All-Area Player of the Year: White County's Stephanie Satterfield
The Times All-Area Softball Team
Buford softball coach Tony Wolfe brings an interesting perspective to the field.
The influence for his coaching style may be different than most people would think.
Oddly enough, it isn’t his role as a baseball coach, which he’s held at Buford for 12 seasons, that serves as the biggest influence.
His style of coaching softball is a direct result of his years as a football coach.
Wolfe served as an assistant for Buford as a running backs coach for 10 seasons.
"I try to coach the intangibles, confidence and try to keep a good atmosphere," Wolfe said. "We have such a good chemistry with this program."
It’s quite a contrast carrying over a football coaching approach to the softball field. But it’s one that seems to work for Wolfe’s Lady Wolves.
Buford (34-2-1) recently completed the daunting task of carrying a No. 1 state ranking in Class AA from first game to last, and won its second consecutive state title, with a 5-1 win against Calhoun on Oct. 25 at the South Commons Softball Complex in Columbus. For his efforts, Wolfe is the Times’ Area Softball Coach of the Year.
That gives Wolfe a state title in each of his seasons coaching the Lady Wolves softball program.
"We’ve definitely had some good players around here," Wolfe said. "Probably more than our fair share."
Buford’s coach positioned his role based off of what he learned coaching under former Buford football coach and current athletics director, Dexter Wood.
Wolfe learned to treat his role as an administrator of the program in his first experience coaching a girl’s program.
"Coach Wood’s example is a great model for coaching to be able to follow," Wolfe said.
Wolfe says that his role of coach isn’t that of a one-man operation. He considers it more of a four-person team.
Wolfe has the luxury of three assistant coaches — Ronnie Samples, Trent Adams and Casey Laws — to held keep the continuity in the entire Lady Wolves softball program.
Wolfe’s approach is to practice the junior varsity and varsity together, and let the position coaches work with their specialty.
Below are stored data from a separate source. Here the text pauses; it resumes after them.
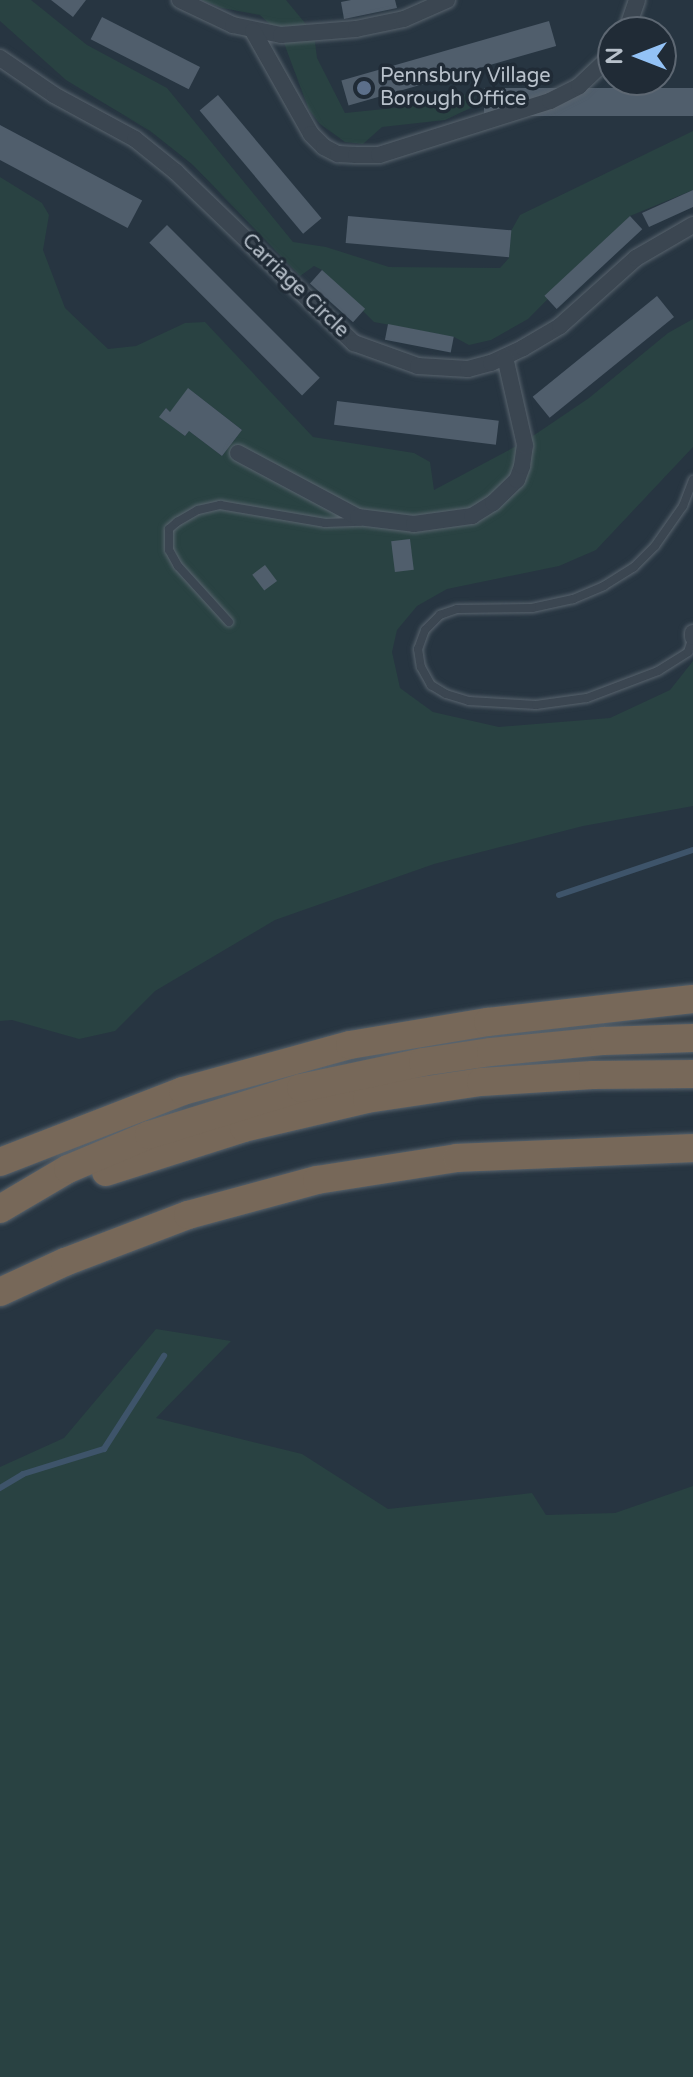 <!DOCTYPE html>
<html>
<head>
<meta charset="utf-8">
<style>
	body { margin:0 }
	#map { position:relative; width:693px; height:2077px; overflow:hidden; background:#273541; font-family:"Varela Round",sans-serif }
	div>[style] { position:absolute }
	.green>* { inset:0; background:#294242 }
	.stream>* { height:6px; margin:-3px; padding:0 3px; transform-origin:3px; border-radius:3px; background:#3e546a }
	.building>* { inset:0; background:#505e6c; transform-origin:0 0 }
	.roads { filter:drop-shadow(0 0 2px #59646e) drop-shadow(0 0 2px #59646e) }
	.service>* { height:8px; margin:-4px; padding:0 4px; transform-origin:4px; border-radius:4px; background:#3b4651 }
	.minor>* { height:16px; margin:-8px; padding:0 8px; transform-origin:8px; border-radius:8px; background:#3b4651 }
	.motorway>* { height:28px; margin:-14px; padding:0 14px; transform-origin:14px; border-radius:14px; background:#776859 }
	.dots>* { width:22px; height:22px; translate:-50% -50%; box-sizing:border-box; border:4px solid #202b36; border-radius:50% }
	span { translate:-50% -50%; white-space:nowrap; text-align:center; line-height:1.15; -webkit-text-stroke:7px #202b36; paint-order:stroke }
	.poi-label { font-size:20px; color:#b8c1cb }
	.left { translate:0 -50%; text-align:left }
	.street-label { font-size:20px; color:#b8c1cb }
	.north { position:absolute; left:597px; top:16px; width:80px; height:80px; box-sizing:border-box; background:#202b36; border:2px solid #5d6772; border-radius:50%; rotate:270deg; font-size:22px; font-weight:700; line-height:32px; text-align:center; color:#b8c1cb }
	.north::after { content:''; display:block; margin:auto; width:28px; height:36px; background:#93c2f6; clip-path:polygon(50% 0,100% 100%,50% 72%,0 100%) }
</style>
</head>
<body>
<div id="map">
	<div class="green">
		<div style="clip-path:polygon(0 0,31px 0,87px 45px,167px 88px,293px 242px,326px 247px,389px 267px,500px 268px,509px 258px,511px 231px,520px 215px,693px 131px,693px 190px,630px 216px,528px 319px,491px 340px,469px 345px,454px 337px,374px 322px,322px 270px,314px 266px,300px 276px,193px 165px,150px 131px,66px 80px,0 21px)"></div>
		<div style="clip-path:polygon(201px 0,286px 0,314px 34px,317px 58px,345px 113px,414px 106px,473px 93px,477px 105px,445px 120px,382px 127px,363px 144px,345px 142px,320px 124px,309px 110px,281px 35px,260px 15px,222px 8px)"></div>
		<div style="clip-path:polygon(evenodd,0 177px,42px 203px,49px 215px,43px 250px,65px 308px,108px 349px,136px 346px,185px 323px,205px 322px,313px 437px,414px 453px,430px 462px,434px 490px,524px 442px,589px 398px,668px 333px,693px 319px,693px 447px,596px 550px,559px 566px,447px 589px,417px 606px,397px 630px,392px 652px,400px 688px,433px 712px,499px 727px,610px 718px,670px 690px,693px 661px,693px 806px,583px 826px,434px 864px,275px 920px,155px 991px,115px 1031px,79px 1039px,12px 1020px,0 1021px,0 177px,189px 389px,242px 430px,222px 456px,189px 431px,185px 436px,160px 417px,166px 408px,170px 412px,189px 389px)"></div>
		<div style="clip-path:polygon(156px 1329px,231px 1341px,156px 1418px,302px 1454px,388px 1509px,532px 1493px,546px 1515px,615px 1513px,693px 1486px,693px 2077px,0 2077px,0 1467px,64px 1438px)"></div>
	</div>
	<div class="stream">
		<div style="left:559px;top:895px;width:141px;rotate:-18.6deg"></div>
		<div style="left:0;top:1488px;width:27px;rotate:-31deg"></div>
		<div style="left:23px;top:1474px;width:85px;rotate:-17.2deg"></div>
		<div style="left:104px;top:1449px;width:111px;rotate:-57.2deg"></div>
	</div>
	<div class="building">
		<div style="clip-path:polygon(51px 0,86px 0,73px 17px)"></div>
		<div style="clip-path:polygon(351px 0,395px 0,397px 8px,344px 19px,341px 2px)"></div>
		<div style="left:102px;top:17px;width:110px;height:25px;rotate:27deg"></div>
		<div style="left:549px;top:21px;width:26px;height:216px;rotate:74deg"></div>
		<div style="left:693px;top:88px;width:28px;height:209px;rotate:90deg"></div>
		<div style="left:218px;top:95px;width:161px;height:24px;rotate:50deg"></div>
		<div style="left:0;top:125px;width:161px;height:31px;rotate:28deg"></div>
		<div style="clip-path:polygon(693px 190px,693px 207px,649px 227px,642px 213px)"></div>
		<div style="left:348px;top:216px;width:164px;height:27px;rotate:5deg"></div>
		<div style="left:630px;top:216px;width:18px;height:117px;rotate:47deg"></div>
		<div style="left:167px;top:225px;width:216px;height:25px;rotate:45deg"></div>
		<div style="left:322px;top:270px;width:58px;height:18px;rotate:42deg"></div>
		<div style="left:657px;top:296px;width:27px;height:160px;rotate:51deg"></div>
		<div style="left:388px;top:324px;width:67px;height:16px;rotate:11deg"></div>
		<div style="clip-path:polygon(188px 388px,242px 430px,222px 456px,189px 431px,185px 436px,159px 417px,166px 408px,170px 412px)"></div>
		<div style="left:337px;top:401px;width:163px;height:24px;rotate:7deg"></div>
		<div style="left:410px;top:539px;width:31px;height:19px;rotate:83deg"></div>
		<div style="left:265px;top:565px;width:20px;height:16px;rotate:53deg"></div>
	</div>
	<div class="roads">
		<div class="service">
			<div style="left:693px;top:480px;width:28px;rotate:111deg"></div>
			<div style="left:683px;top:506px;width:49px;rotate:125deg"></div>
			<div style="left:655px;top:546px;width:30px;rotate:135deg"></div>
			<div style="left:634px;top:567px;width:36px;rotate:148deg"></div>
			<div style="left:604px;top:586px;width:34px;rotate:157deg"></div>
			<div style="left:573px;top:599px;width:42px;rotate:167.6deg"></div>
			<div style="left:532px;top:608px;width:75px;rotate:179.2deg"></div>
			<div style="left:457px;top:609px;width:18px;rotate:161deg"></div>
			<div style="left:440px;top:615px;width:21px;rotate:135deg"></div>
			<div style="left:425px;top:630px;width:20px;rotate:110deg"></div>
			<div style="left:418px;top:649px;width:18px;rotate:81deg"></div>
			<div style="left:421px;top:667px;width:21px;rotate:61deg"></div>
			<div style="left:431px;top:685px;width:17px;rotate:31deg"></div>
			<div style="left:446px;top:694px;width:24px;rotate:17deg"></div>
			<div style="left:469px;top:701px;width:67px;rotate:3.4deg"></div>
			<div style="left:536px;top:705px;width:51px;rotate:-7.8deg"></div>
			<div style="left:587px;top:698px;width:76px;rotate:-20.8deg"></div>
			<div style="left:658px;top:671px;width:36px;rotate:-32deg"></div>
			<div style="left:688px;top:652px;width:16px;rotate:-72deg"></div>
			<div style="left:229px;top:622px;width:76px;rotate:-132.3deg"></div>
			<div style="left:178px;top:566px;width:18px;rotate:-119deg"></div>
			<div style="left:169px;top:550px;width:21px;rotate:-90deg"></div>
			<div style="left:169px;top:529px;width:11px;rotate:-41deg"></div>
			<div style="left:177px;top:522px;width:24px;rotate:-30deg"></div>
			<div style="left:198px;top:510px;width:23px;rotate:-13deg"></div>
			<div style="left:220px;top:505px;width:107px;rotate:9.7deg"></div>
			<div style="left:325px;top:523px;width:35px;rotate:-2deg"></div>
		</div>
		<div class="minor">
			<div style="left:180px;top:0;width:59px;rotate:25.3deg"></div>
			<div style="left:233px;top:25px;width:49px;rotate:11.8deg"></div>
			<div style="left:281px;top:35px;width:75px;rotate:-4.6deg"></div>
			<div style="left:356px;top:29px;width:49px;rotate:-11.8deg"></div>
			<div style="left:404px;top:19px;width:47px;rotate:-23.8deg"></div>
			<div style="left:253px;top:31px;width:118px;rotate:60.6deg"></div>
			<div style="left:311px;top:134px;width:18px;rotate:45deg"></div>
			<div style="left:324px;top:147px;width:16px;rotate:27deg"></div>
			<div style="left:338px;top:154px;width:18px;rotate:3deg"></div>
			<div style="left:356px;top:155px;width:23px"></div>
			<div style="left:379px;top:155px;width:179px;rotate:-17.5deg"></div>
			<div style="left:550px;top:101px;width:33px;rotate:-27deg"></div>
			<div style="left:579px;top:86px;width:47px;rotate:-43.3deg"></div>
			<div style="left:626px;top:32px;width:34px;rotate:-71deg"></div>
			<div style="left:0;top:58px;width:65px;rotate:34.4deg"></div>
			<div style="left:54px;top:95px;width:92px;rotate:28.5deg"></div>
			<div style="left:135px;top:139px;width:53px;rotate:38.8deg"></div>
			<div style="left:176px;top:172px;width:247px;rotate:43.9deg"></div>
			<div style="left:354px;top:343px;width:68px;rotate:19.8deg"></div>
			<div style="left:418px;top:366px;width:50px;rotate:3.4deg"></div>
			<div style="left:468px;top:369px;width:24px;rotate:-15deg"></div>
			<div style="left:491px;top:363px;width:35px;rotate:-25deg"></div>
			<div style="left:523px;top:348px;width:43px;rotate:-30.7deg"></div>
			<div style="left:560px;top:326px;width:102px;rotate:-41.8deg"></div>
			<div style="left:636px;top:258px;width:66px;rotate:-30.1deg"></div>
			<div style="left:238px;top:453px;width:136px;rotate:28.1deg"></div>
			<div style="left:358px;top:517px;width:56px;rotate:7.1deg"></div>
			<div style="left:414px;top:524px;width:59px;rotate:-7.9deg"></div>
			<div style="left:472px;top:516px;width:25px;rotate:-32deg"></div>
			<div style="left:493px;top:503px;width:33px;rotate:-44deg"></div>
			<div style="left:517px;top:480px;width:15px;rotate:-70deg"></div>
			<div style="left:522px;top:466px;width:21px;rotate:-82deg"></div>
			<div style="left:525px;top:445px;width:90px;rotate:-102.8deg"></div>
			<div style="left:693px;top:637px;width:4px;rotate:-90deg"></div>
		</div>
		<div class="motorway">
			<div style="left:0;top:1162px;width:196px;rotate:-21.2deg"></div>
			<div style="left:183px;top:1091px;width:173px;rotate:-15.4deg"></div>
			<div style="left:350px;top:1045px;width:140px;rotate:-9.5deg"></div>
			<div style="left:488px;top:1022px;width:206px;rotate:-6.4deg"></div>
			<div style="left:106px;top:1172px;width:145px;rotate:-17.7deg"></div>
			<div style="left:244px;top:1128px;width:126px;rotate:-13.3deg"></div>
			<div style="left:367px;top:1099px;width:115px;rotate:-8.5deg"></div>
			<div style="left:481px;top:1082px;width:112px;rotate:-3.6deg"></div>
			<div style="left:593px;top:1075px;width:100px;rotate:-0.6deg"></div>
			<div style="left:0;top:1209px;width:79px;rotate:-30.5deg"></div>
			<div style="left:68px;top:1169px;width:88px;rotate:-22.8deg"></div>
			<div style="left:149px;top:1135px;width:159px;rotate:-17.2deg"></div>
			<div style="left:301px;top:1088px;width:125px;rotate:-12deg"></div>
			<div style="left:423px;top:1062px;width:69px;rotate:-8.4deg"></div>
			<div style="left:491px;top:1052px;width:114px;rotate:-5.6deg"></div>
			<div style="left:604px;top:1041px;width:89px;rotate:-1.9deg"></div>
			<div style="left:0;top:1292px;width:72px;rotate:-24.8deg"></div>
			<div style="left:65px;top:1262px;width:132px;rotate:-20.9deg"></div>
			<div style="left:188px;top:1215px;width:134px;rotate:-15.2deg"></div>
			<div style="left:317px;top:1180px;width:142px;rotate:-8.9deg"></div>
			<div style="left:457px;top:1158px;width:236px;rotate:-2.4deg"></div>
		</div>
	</div>
	<div class="dots">
		<div style="left:364px;top:88px;background:#5c6f8a"></div>
	</div>
	<div class="poi-label">
		<span class="left" style="left:380px;top:88px">Pennsbury Village<br>Borough Office</span>
	</div>
	<div class="street-label">
		<span style="left:295px;top:286px;rotate:44deg">Carriage Circle</span>
	</div>
	<div class="north">N</div>
</div>
</body>
</html>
Adams works with pitchers and defense, Laws works with hitting and catchers, and Samples coaches the outfielders. All four work together to keep the program in sync.
"I think I get way too much credit for what happens, and those guys don’t get nearly enough," Wolfe said. "My assistant coaches do an outstanding job."
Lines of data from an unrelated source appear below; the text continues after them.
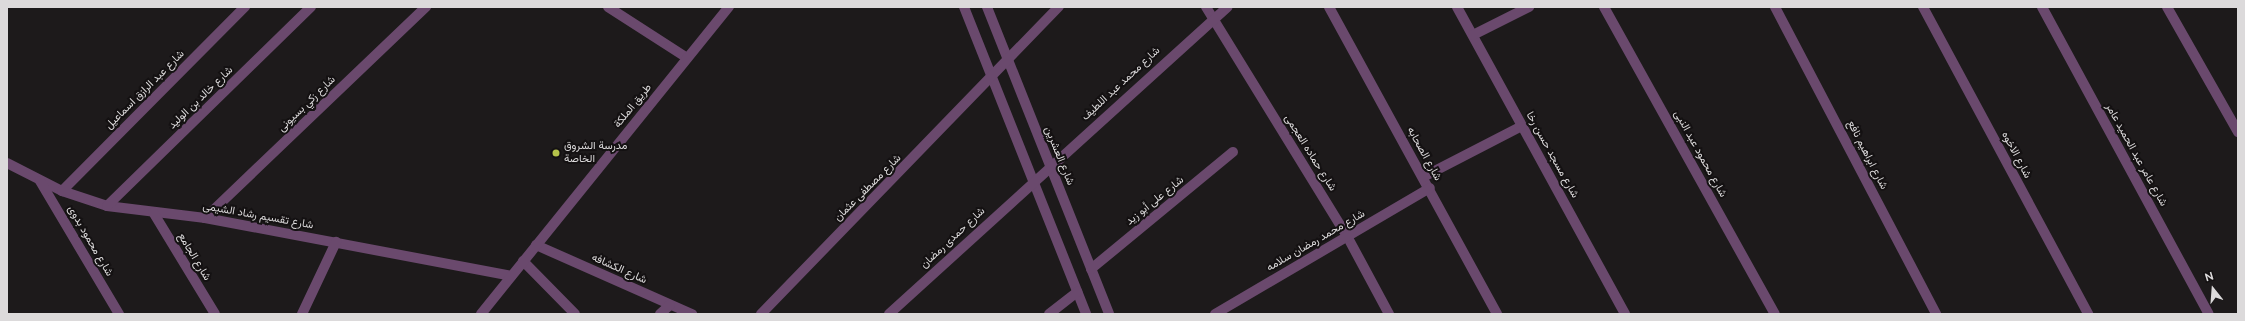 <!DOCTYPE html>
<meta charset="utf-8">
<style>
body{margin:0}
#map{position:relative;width:2245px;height:321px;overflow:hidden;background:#1d1a1b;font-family:Raleway,Vazirmatn,sans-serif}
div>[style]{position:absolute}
.minor>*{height:10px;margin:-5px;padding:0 5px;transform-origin:5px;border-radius:5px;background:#6a496d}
.dots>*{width:11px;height:11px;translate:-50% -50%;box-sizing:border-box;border:2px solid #141112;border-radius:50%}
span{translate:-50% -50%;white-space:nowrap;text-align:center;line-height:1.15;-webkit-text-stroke:4px #141112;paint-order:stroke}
.street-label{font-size:11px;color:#dcdadb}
.poi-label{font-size:11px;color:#dcdadb}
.left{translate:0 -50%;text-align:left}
.frame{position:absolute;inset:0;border:8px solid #dcdadb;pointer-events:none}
.north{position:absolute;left:2193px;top:269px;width:40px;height:40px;-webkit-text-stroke:3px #141112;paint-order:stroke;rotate:343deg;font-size:11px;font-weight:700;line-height:16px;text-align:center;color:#dcdadb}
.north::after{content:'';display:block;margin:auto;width:14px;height:18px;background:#dcdadb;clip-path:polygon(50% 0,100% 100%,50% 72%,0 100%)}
</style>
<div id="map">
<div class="minor">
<i style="left:608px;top:7px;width:94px;rotate:32.8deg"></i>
<i style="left:964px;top:7px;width:330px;rotate:68.3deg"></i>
<i style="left:987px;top:7px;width:330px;rotate:68.3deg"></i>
<i style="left:1206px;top:7px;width:269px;rotate:58.4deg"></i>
<i style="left:1347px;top:236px;width:89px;rotate:61.7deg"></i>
<i style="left:1329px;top:7px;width:350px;rotate:61.3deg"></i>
<i style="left:1457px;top:7px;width:350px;rotate:61.3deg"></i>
<i style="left:1604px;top:7px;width:351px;rotate:60.9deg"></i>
<i style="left:1775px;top:7px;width:347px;rotate:62.3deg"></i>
<i style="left:1923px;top:7px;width:349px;rotate:61.7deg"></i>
<i style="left:2042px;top:7px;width:349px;rotate:61.5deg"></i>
<i style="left:2167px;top:7px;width:144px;rotate:60.4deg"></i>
<i style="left:1473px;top:35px;width:63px;rotate:-26.6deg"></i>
<i style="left:7px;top:163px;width:62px;rotate:27deg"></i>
<i style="left:62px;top:191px;width:47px;rotate:18.4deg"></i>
<i style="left:107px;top:206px;width:99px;rotate:7deg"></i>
<i style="left:205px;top:218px;width:312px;rotate:10.7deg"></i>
<i style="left:1423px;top:177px;width:111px;rotate:-27.3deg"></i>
<i style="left:40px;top:181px;width:155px;rotate:59.3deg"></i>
<i style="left:62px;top:191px;width:260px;rotate:-45.2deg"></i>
<i style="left:107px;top:206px;width:285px;rotate:-44.3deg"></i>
<i style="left:153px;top:212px;width:119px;rotate:58.7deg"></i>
<i style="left:205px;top:218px;width:306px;rotate:-43.7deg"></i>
<i style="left:536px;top:245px;width:171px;rotate:23.9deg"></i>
<i style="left:523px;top:261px;width:74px;rotate:45.5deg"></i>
<i style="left:1091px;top:269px;width:184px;rotate:-39.5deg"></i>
<i style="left:302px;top:314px;width:80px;rotate:-64.7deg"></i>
<i style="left:481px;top:314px;width:395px;rotate:-51.1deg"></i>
<i style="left:660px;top:314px;width:13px;rotate:-42deg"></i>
<i style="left:761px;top:314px;width:428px;rotate:-45.9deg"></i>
<i style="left:889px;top:314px;width:457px;rotate:-42.2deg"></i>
<i style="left:1049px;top:314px;width:36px;rotate:-38deg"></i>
<i style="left:1215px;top:314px;width:249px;rotate:-30.4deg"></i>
</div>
<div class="dots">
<i style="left:556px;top:153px;background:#b5c24a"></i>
</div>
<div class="street-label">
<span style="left:1121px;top:84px;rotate:-43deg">شارع محمد عبد اللطيف</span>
<span style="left:145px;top:90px;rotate:-45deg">شارع عبد الرازق اسماعيل</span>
<span style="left:201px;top:98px;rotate:-44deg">شارع خالد بن الوليد</span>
<span style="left:307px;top:104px;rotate:-44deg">شارع زكي بسيونى</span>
<span style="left:633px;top:106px;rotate:-51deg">طريق الملكة</span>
<span style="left:1310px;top:153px;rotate:58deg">شارع حماده العجمى</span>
<span style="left:1424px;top:154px;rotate:61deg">شارع الصحابه</span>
<span style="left:1700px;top:154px;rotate:61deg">شارع محمود عبد النبى</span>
<span style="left:1552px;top:155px;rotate:61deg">شارع مسجد حسن رخا</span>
<span style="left:1867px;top:155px;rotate:63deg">شارع ابراهيم نافع</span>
<span style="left:2016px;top:155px;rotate:62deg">شارع الاخوه</span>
<span style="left:2136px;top:155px;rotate:61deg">شارع عامر عبد الحميد عامر</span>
<span style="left:1059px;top:156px;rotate:68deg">شارع العشرين</span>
<span style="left:868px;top:188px;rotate:-45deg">شارع مصطفى عثمان</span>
<span style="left:1155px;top:201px;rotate:-39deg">شارع على أبو زيد</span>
<span style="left:258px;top:216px;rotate:10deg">شارع تقسيم رشاد الشيمى</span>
<span style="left:953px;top:238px;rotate:-43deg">شارع حمدى رمضان</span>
<span style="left:90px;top:241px;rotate:60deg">شارع محمود بدوى</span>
<span style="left:1316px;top:241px;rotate:-30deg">شارع محمد رمضان سلامه</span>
<span style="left:194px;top:257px;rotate:59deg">شارع الجامع</span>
<span style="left:619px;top:269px;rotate:24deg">شارع الكشافه</span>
</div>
<div class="poi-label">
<span class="left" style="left:564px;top:153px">مدرسة الشروق<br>الخاصة</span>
</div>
<div class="frame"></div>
<div class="north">N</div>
</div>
Wolfe’s unique coaching philosophy was enough to help win the 2008 state title, despite losing five starters from the 2007 state championship team. The Lady Wolves only had two everyday returning starters from last year’s squad.
The exciting news for the Buford program is that most of the talent from this year’s team will return in 2009.
Sophomore pitcher Melissa Dickie (16-1, 0.52 ERA), junior infielder/catcher Alysha Rudnik (.485, 32 RBI, 33 runs), sophomore pitcher/infielder Karly Fullem (16-1 record, 0.95 ERA, 121 strikeouts), and freshman outfielder/infielder Lexi Overstreet (.422, 24 RBI, 16 runs scored) will all be back to try and make it three-in-a-row next season.